A tutta velocità nella corsa per la vita

Asfalto, polvere, sgommate. Puzza di benzina, di grasso e di olio, sulla tuta e sotto le unghie. Profumo di strada e di “provincia”. E poi macchine, tante, roventi, che corrono «veloci come il vento», lanciate e imprendibili come il film di Matteo Rovere che sbuca dietro una curva, all’improvviso, con un rumore assordante che non si può ignorare.

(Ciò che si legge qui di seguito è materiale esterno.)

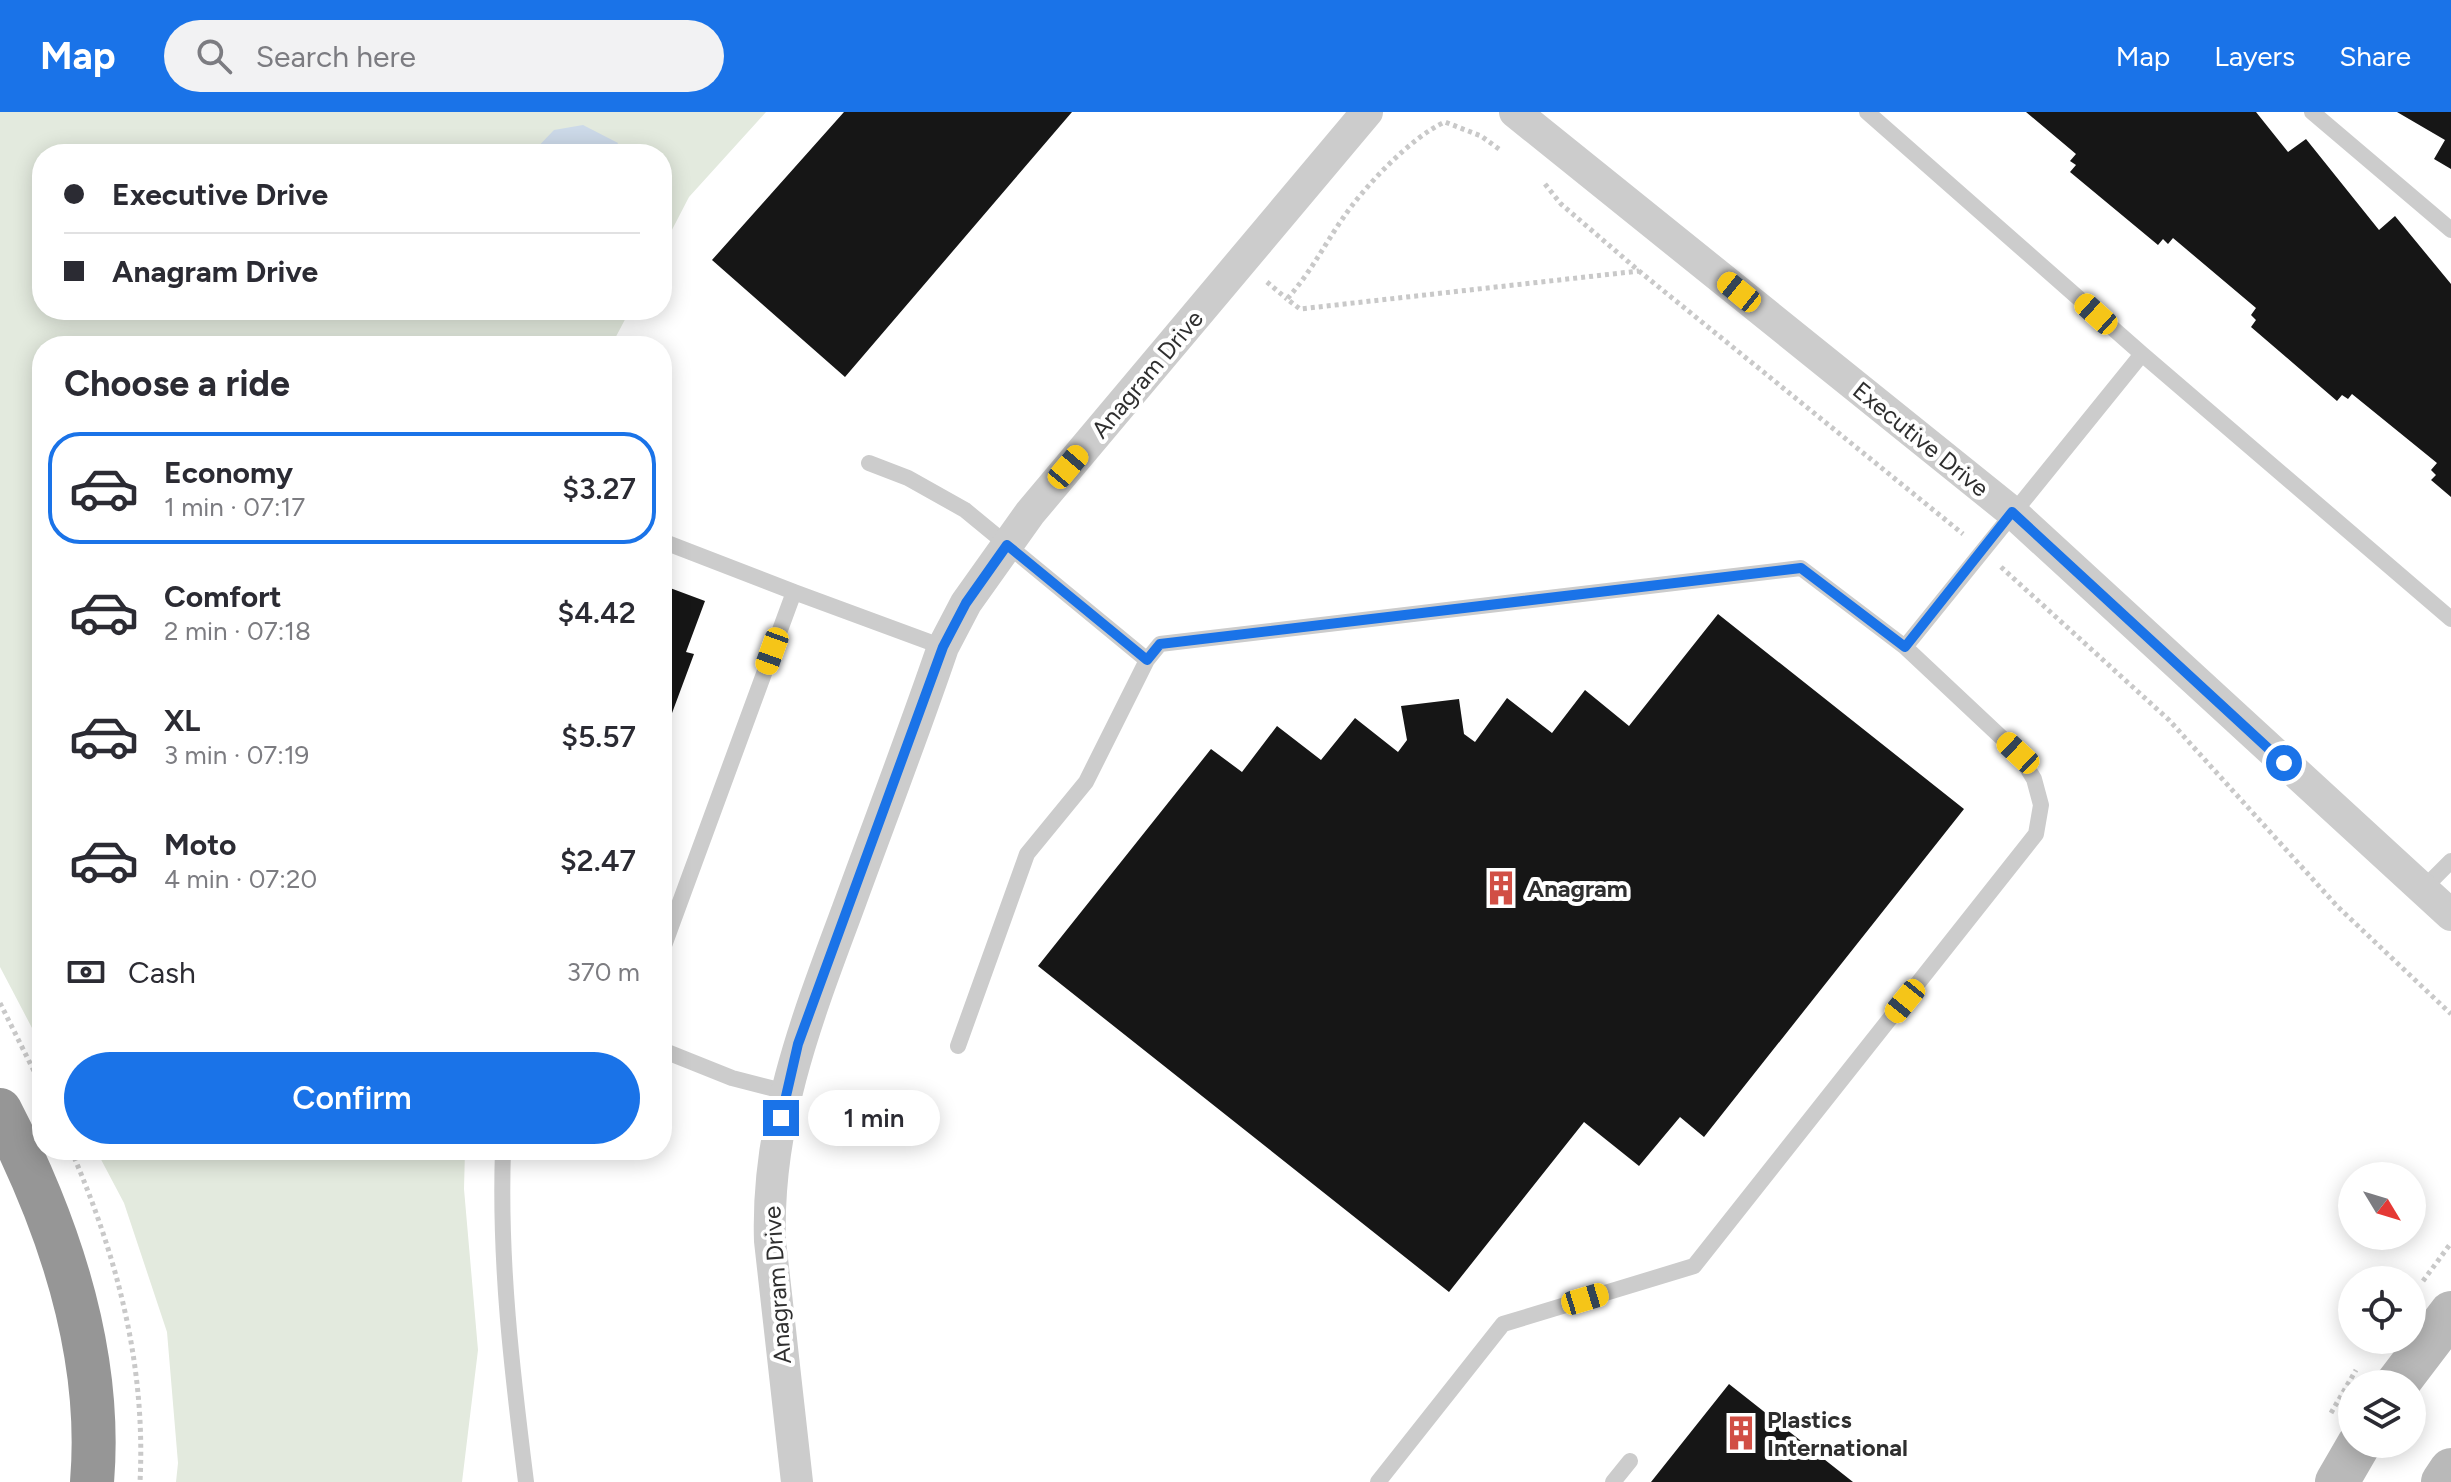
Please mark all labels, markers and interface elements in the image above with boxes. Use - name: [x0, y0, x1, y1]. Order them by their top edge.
- search box: [164, 20, 724, 92]
- text: Map: [40, 33, 116, 79]
- icon: search: [192, 34, 236, 78]
- text: Search here: [256, 38, 416, 75]
- text: Map: [2116, 39, 2170, 73]
- text: Layers: [2214, 39, 2295, 73]
- text: Share: [2339, 39, 2411, 73]
- text: Executive Drive: [112, 176, 328, 213]
- text: Anagram Drive: [112, 253, 318, 290]
- car: [1713, 268, 1765, 316]
- car: [2070, 289, 2122, 339]
- street label: Anagram Drive: [1085, 304, 1209, 444]
- text: Choose a ride: [64, 362, 290, 405]
- street label: Executive Drive: [1847, 375, 1995, 503]
- car: [1043, 441, 1093, 493]
- icon: car: [68, 452, 140, 524]
- text: Economy: [164, 454, 293, 491]
- text: $3.27: [562, 470, 636, 507]
- text: 1 min · 07:17: [164, 491, 305, 523]
- icon: car: [68, 576, 140, 648]
- text: Comfort: [164, 578, 282, 615]
- text: $4.42: [557, 594, 636, 631]
- text: 2 min · 07:18: [164, 615, 311, 647]
- car: [753, 624, 791, 678]
- icon: car: [68, 700, 140, 772]
- text: XL: [164, 702, 200, 739]
- text: $5.57: [561, 718, 636, 755]
- car: [1992, 728, 2044, 778]
- text: 3 min · 07:19: [164, 739, 309, 771]
- route start: [2266, 745, 2302, 781]
- icon: car: [68, 824, 140, 896]
- text: Moto: [164, 826, 236, 863]
- text: $2.47: [560, 842, 636, 879]
- text: 4 min · 07:20: [164, 863, 317, 895]
- building icon: Anagram: [1482, 869, 1520, 907]
- place label: Anagram: [1527, 874, 1628, 903]
- icon: cash: [64, 950, 108, 994]
- text: Cash: [128, 954, 196, 991]
- text: 370 m: [567, 956, 640, 988]
- car: [1881, 975, 1929, 1027]
- button: Confirm: [64, 1052, 640, 1144]
- callout: 1 min: [809, 1090, 941, 1146]
- route end: [763, 1100, 799, 1136]
- text: 1 min: [844, 1102, 904, 1134]
- north arrow: [2338, 1162, 2426, 1250]
- map controls: [2338, 1162, 2426, 1458]
- street label: Anagram Drive: [757, 1205, 797, 1365]
- button: locate: [2338, 1266, 2426, 1354]
- car: [1559, 1281, 1611, 1317]
- button: layers: [2338, 1370, 2426, 1458]
- place label: Plastics International: [1767, 1405, 1908, 1462]
- building icon: Plastics International: [1722, 1414, 1760, 1452]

Una bella sorpresa questa incursione nel mondo dei motori del regista romano (ancora giovane – 34enne – ma già al terzo film) che abbandonata l’aria di casa sembra spiccare letteralmente il volo una volta respirata quella che soffia nella terra dei piloti e dei bolidi, quell’Emilia Romagna che in questo caso sembra ancora al confine con il west.

Veloce come il vento è un film raro sullo sport (l’automobilismo del campionato Gran Turismo in particolare) ma non solo perché se ne contano sulla punta delle dita di una mano in Italia; raro perché è un’incursione nel “genere” che trasuda sincerità e senza inventarsi nulla, o quasi, riesce a trascinare lo spettatore in un vortice di accelerazioni e di frenate che non dà respiro.

Ispirato a una storia vera (quella del pilota Carlo Capone talento del rally caduto in disgrazia troppo presto), poggia sul racconto fatto al regista dal meccanico Tonino Dentini (interpretato nel film da Paolo Graziosi) che ha fornito la materia su cui hanno poi lavorato (bene) gli sceneggiatori (con il regista Filippo Gravino e Francesca Manieri).

Al centro la storia della giovanissima Giulia De Martino (Matilda De Angelis), pilota in erba che si trova all’improvviso a dover correre per la sopravvivenza, sua e di quel che resta della sua famiglia. E quel che resta sono un fratello piccolo, Nino, e uno maggiore, Loris (Stefano Accorsi), pilota fallito che non è riuscito a mantenere in carreggiata l’enorme talento e per questo è finito fuori pista da un po’. La sfida per la diciassettenne Giulia sarà quella di proteggere la casa paterna dai creditori e di rimettere insieme i pezzi di questa famiglia irregolare proprio come se fossero il cilindro, le fasce elastiche, le parti di un motore che sembrava da rottamare e invece può ancora volare.

Rovere guarda più a Rocky che a Fast & furious o a Rush, disegna una storia classica di redenzione e rinascita affidandosi a personaggi che classici non sono (non tutti almeno). Lo è forse Loris, interpretato da un bravissimo Accorsi che ritrova l’accento (e la poetica disperata) di Freccia («guarda che disperati veri siam rimasti in pochi in questo mondo...») per restituire una delle sue prove migliori. È al contrario moderna, modernissima Giulia-Matilda che ruba la scena al compagno più affermato per piazzarsi al sedile del guidatore, monopolizzando l’attenzione dello spettatore. Il regista, come detto, non inventa nulla, ma riesce con la pazienza dell’artigiano a disegnare curve, inventare sorpassi, azzardare staccate mozzafiato. In pista e nel racconto. Girando “all’antica”, senza farsi aiutare troppo dal digitale, porta il film (e lo spettatore) al punto esatto in cui le emozioni esplodono. Così anche chi non è appassionato di corse d’auto può riconoscersi in questa corsa per la vita, veloce come un bolide lanciato sul rettilineo, disperata come un racconto di Tondelli, difficile come una frenata che può salvarti la vita o farti finire fuori strada.